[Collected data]
——————————

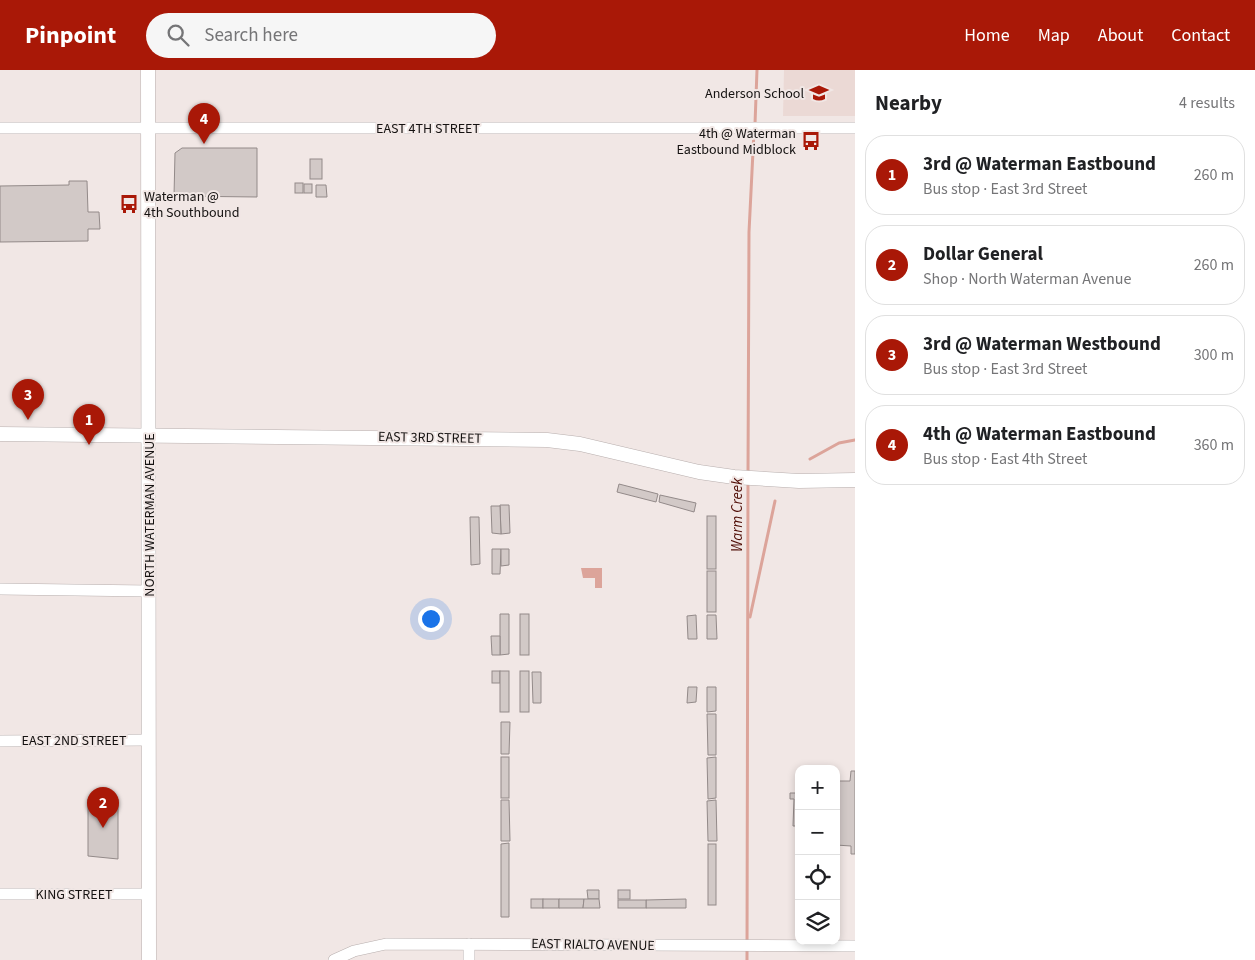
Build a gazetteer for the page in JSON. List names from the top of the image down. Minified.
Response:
{"streets":{"main road":["EAST 3RD STREET","NORTH WATERMAN AVENUE"],"street":["EAST 4TH STREET","EAST 2ND STREET","KING STREET","EAST RIALTO AVENUE"]},"crossings":[["EAST 4TH STREET","NORTH WATERMAN AVENUE"],["EAST 3RD STREET","NORTH WATERMAN AVENUE"],["NORTH WATERMAN AVENUE","EAST 2ND STREET"],["NORTH WATERMAN AVENUE","KING STREET"]],"water":["Warm Creek"],"places":{"school or university":["Anderson School"],"bus stop":["4th @ Waterman Eastbound Midblock","Waterman @ 4th Southbound"]},"page":{"header":"Pinpoint","search":"Search here","nav":["Home","Map","About","Contact"],"heading":["Nearby","4 results"],"pins":["4","3","1","2"],"list":[{"mark":"1","name":"3rd @ Waterman Eastbound","note":"Bus stop · East 3rd Street","value":"260 m"},{"mark":"2","name":"Dollar General","note":"Shop · North Waterman Avenue","value":"260 m"},{"mark":"3","name":"3rd @ Waterman Westbound","note":"Bus stop · East 3rd Street","value":"300 m"},{"mark":"4","name":"4th @ Waterman Eastbound","note":"Bus stop · East 4th Street","value":"360 m"}],"map_buttons":["+","−"]}}
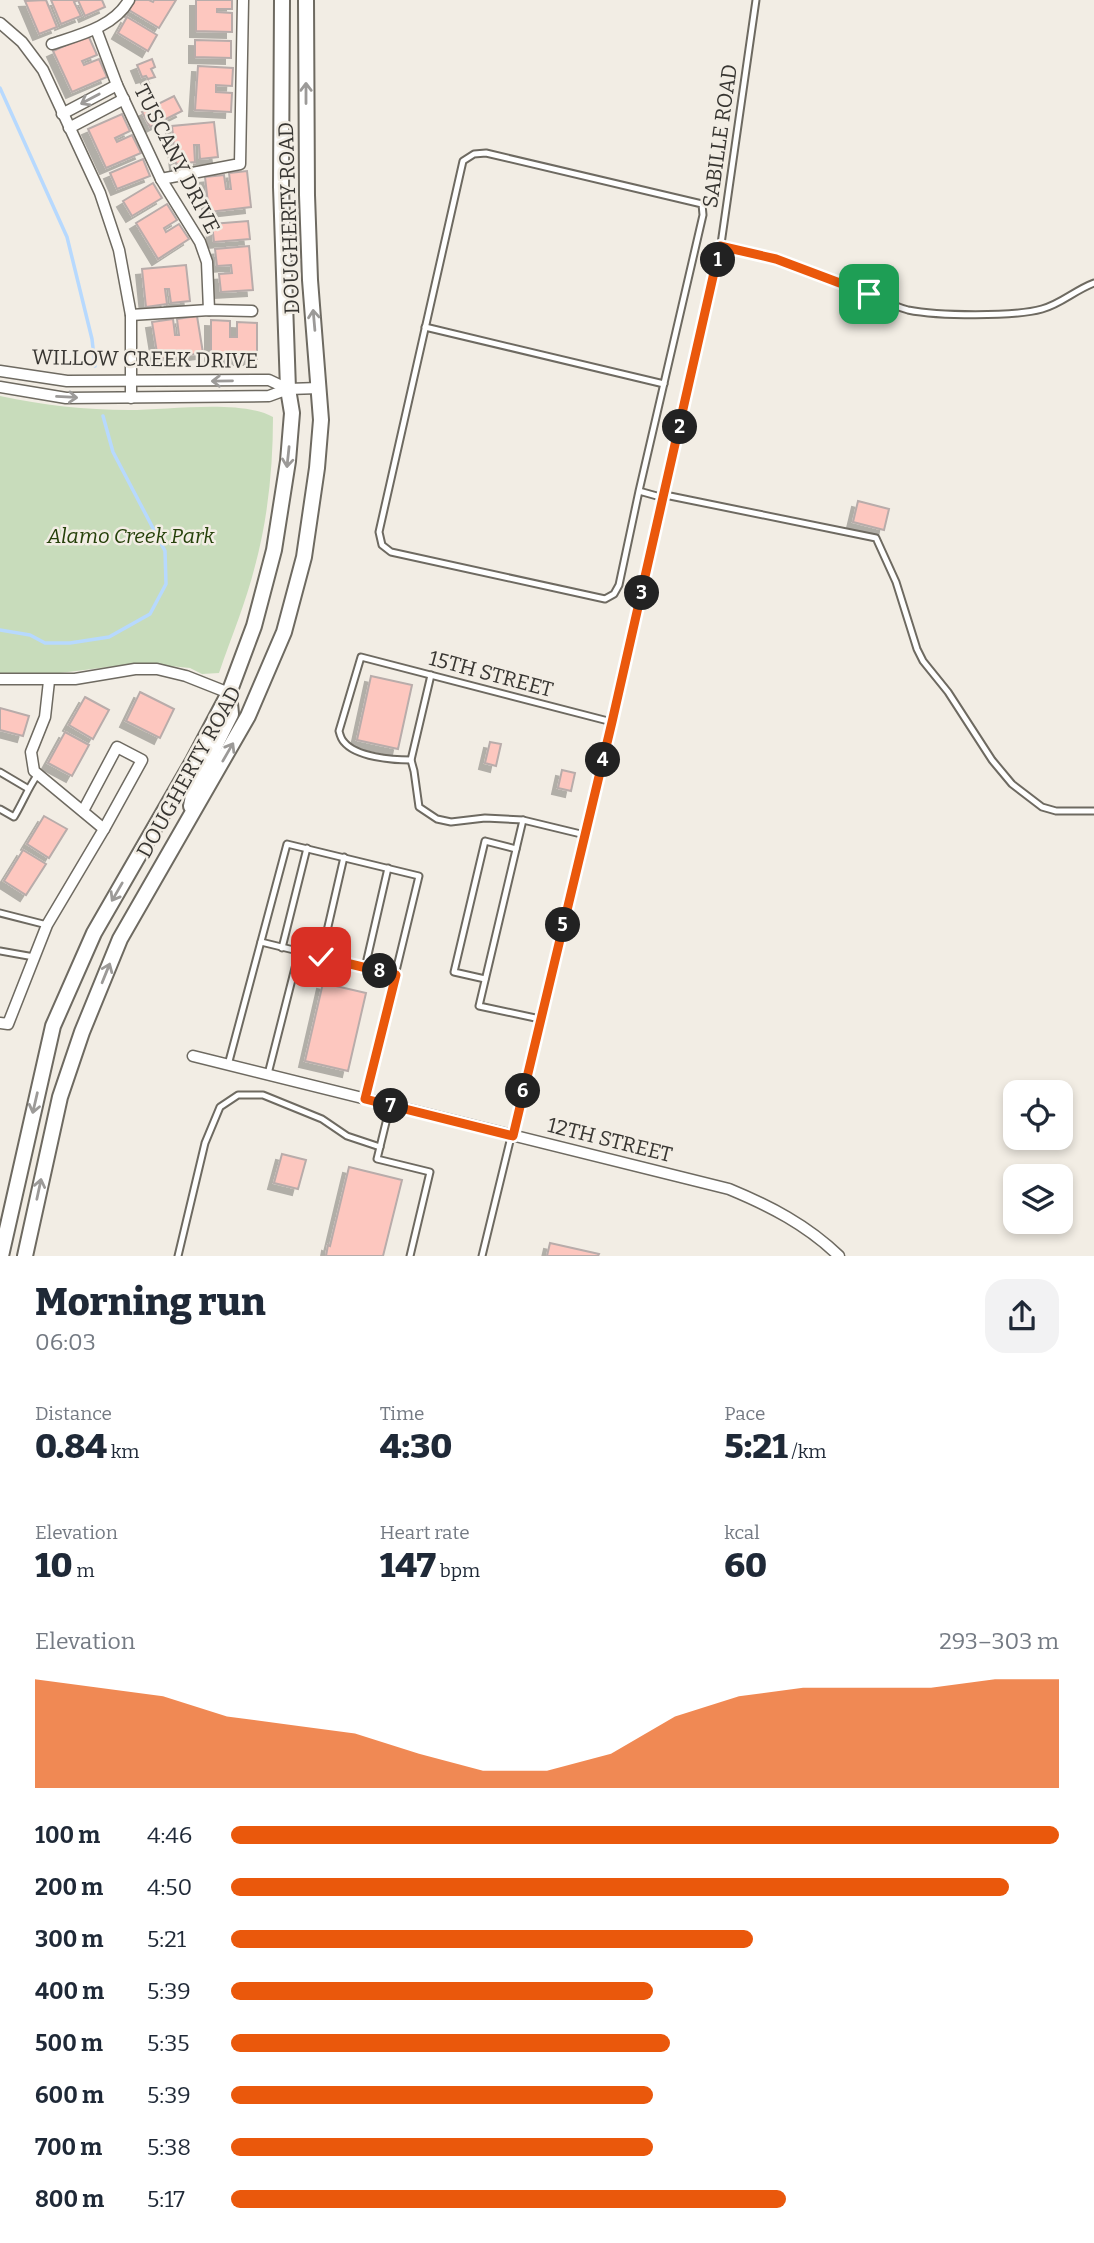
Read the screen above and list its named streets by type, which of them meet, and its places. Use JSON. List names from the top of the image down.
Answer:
{
  "streets": {
    "main road": ["DOUGHERTY ROAD"],
    "street": ["TUSCANY DRIVE", "WILLOW CREEK DRIVE", "12TH STREET"],
    "lane": ["SABILLE ROAD", "15TH STREET"]
  },
  "crossings": [
    ["SABILLE ROAD", "15TH STREET"],
    ["SABILLE ROAD", "12TH STREET"],
    ["DOUGHERTY ROAD", "WILLOW CREEK DRIVE"]
  ],
  "parks": ["Alamo Creek Park"],
  "page": {
    "pins": [
      "1",
      "2",
      "3",
      "4",
      "5",
      "8",
      "6",
      "7"
    ],
    "heading": ["Morning run", "06:03"],
    "stats": [
      ["Distance", "0.84 km"],
      ["Time", "4:30"],
      ["Pace", "5:21 /km"],
      ["Elevation", "10 m"],
      ["Heart rate", "147 bpm"],
      ["kcal", "60"]
    ],
    "chart": ["Elevation", "293–303 m"],
    "list": [
      {
        "name": "100 m",
        "note": "4:46"
      },
      {
        "name": "200 m",
        "note": "4:50"
      },
      {
        "name": "300 m",
        "note": "5:21"
      },
      {
        "name": "400 m",
        "note": "5:39"
      },
      {
        "name": "500 m",
        "note": "5:35"
      },
      {
        "name": "600 m",
        "note": "5:39"
      },
      {
        "name": "700 m",
        "note": "5:38"
      },
      {
        "name": "800 m",
        "note": "5:17"
      }
    ]
  }
}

——————————

Write down only how many lines of the entries above include the word "image".

» **Result**: 2